Task directions: Write out all the data again, exactly as it stands.

Data:
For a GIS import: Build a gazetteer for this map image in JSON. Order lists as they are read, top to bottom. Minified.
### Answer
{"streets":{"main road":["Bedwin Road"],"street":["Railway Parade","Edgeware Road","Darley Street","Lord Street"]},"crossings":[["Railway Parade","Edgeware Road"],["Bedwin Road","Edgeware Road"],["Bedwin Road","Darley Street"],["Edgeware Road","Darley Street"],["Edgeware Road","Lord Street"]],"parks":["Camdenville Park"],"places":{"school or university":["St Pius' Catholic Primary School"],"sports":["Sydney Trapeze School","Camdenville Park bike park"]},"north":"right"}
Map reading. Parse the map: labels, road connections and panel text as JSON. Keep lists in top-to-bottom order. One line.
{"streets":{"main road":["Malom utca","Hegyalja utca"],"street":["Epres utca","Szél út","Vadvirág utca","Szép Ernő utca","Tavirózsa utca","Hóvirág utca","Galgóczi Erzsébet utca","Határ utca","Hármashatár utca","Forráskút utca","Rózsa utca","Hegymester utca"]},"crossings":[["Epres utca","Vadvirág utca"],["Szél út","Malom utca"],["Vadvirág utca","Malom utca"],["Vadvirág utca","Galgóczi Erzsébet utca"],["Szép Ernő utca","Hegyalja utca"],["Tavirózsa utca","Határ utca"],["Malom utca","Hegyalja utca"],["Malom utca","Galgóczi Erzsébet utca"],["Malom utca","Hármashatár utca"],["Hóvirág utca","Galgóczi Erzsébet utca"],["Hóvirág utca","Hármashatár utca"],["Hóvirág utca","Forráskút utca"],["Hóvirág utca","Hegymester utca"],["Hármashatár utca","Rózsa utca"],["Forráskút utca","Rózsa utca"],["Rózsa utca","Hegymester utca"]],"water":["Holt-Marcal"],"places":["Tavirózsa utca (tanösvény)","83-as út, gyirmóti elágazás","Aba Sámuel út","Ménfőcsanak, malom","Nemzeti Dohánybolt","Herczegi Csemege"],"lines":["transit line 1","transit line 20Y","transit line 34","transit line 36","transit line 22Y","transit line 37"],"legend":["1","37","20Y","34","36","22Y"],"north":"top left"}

Solution to the problem:
For a GIS import: Build a gazetteer for this map image in JSON. Order lists as they are read, top to bottom. Minified.
### Answer
{"streets":{"main road":["Bedwin Road"],"street":["Railway Parade","Edgeware Road","Darley Street","Lord Street"]},"crossings":[["Railway Parade","Edgeware Road"],["Bedwin Road","Edgeware Road"],["Bedwin Road","Darley Street"],["Edgeware Road","Darley Street"],["Edgeware Road","Lord Street"]],"parks":["Camdenville Park"],"places":{"school or university":["St Pius' Catholic Primary School"],"sports":["Sydney Trapeze School","Camdenville Park bike park"]},"north":"right"}
Map reading. Parse the map: labels, road connections and panel text as JSON. Keep lists in top-to-bottom order. One line.
{"streets":{"main road":["Malom utca","Hegyalja utca"],"street":["Epres utca","Szél út","Vadvirág utca","Szép Ernő utca","Tavirózsa utca","Hóvirág utca","Galgóczi Erzsébet utca","Határ utca","Hármashatár utca","Forráskút utca","Rózsa utca","Hegymester utca"]},"crossings":[["Epres utca","Vadvirág utca"],["Szél út","Malom utca"],["Vadvirág utca","Malom utca"],["Vadvirág utca","Galgóczi Erzsébet utca"],["Szép Ernő utca","Hegyalja utca"],["Tavirózsa utca","Határ utca"],["Malom utca","Hegyalja utca"],["Malom utca","Galgóczi Erzsébet utca"],["Malom utca","Hármashatár utca"],["Hóvirág utca","Galgóczi Erzsébet utca"],["Hóvirág utca","Hármashatár utca"],["Hóvirág utca","Forráskút utca"],["Hóvirág utca","Hegymester utca"],["Hármashatár utca","Rózsa utca"],["Forráskút utca","Rózsa utca"],["Rózsa utca","Hegymester utca"]],"water":["Holt-Marcal"],"places":["Tavirózsa utca (tanösvény)","83-as út, gyirmóti elágazás","Aba Sámuel út","Ménfőcsanak, malom","Nemzeti Dohánybolt","Herczegi Csemege"],"lines":["transit line 1","transit line 20Y","transit line 34","transit line 36","transit line 22Y","transit line 37"],"legend":["1","37","20Y","34","36","22Y"],"north":"top left"}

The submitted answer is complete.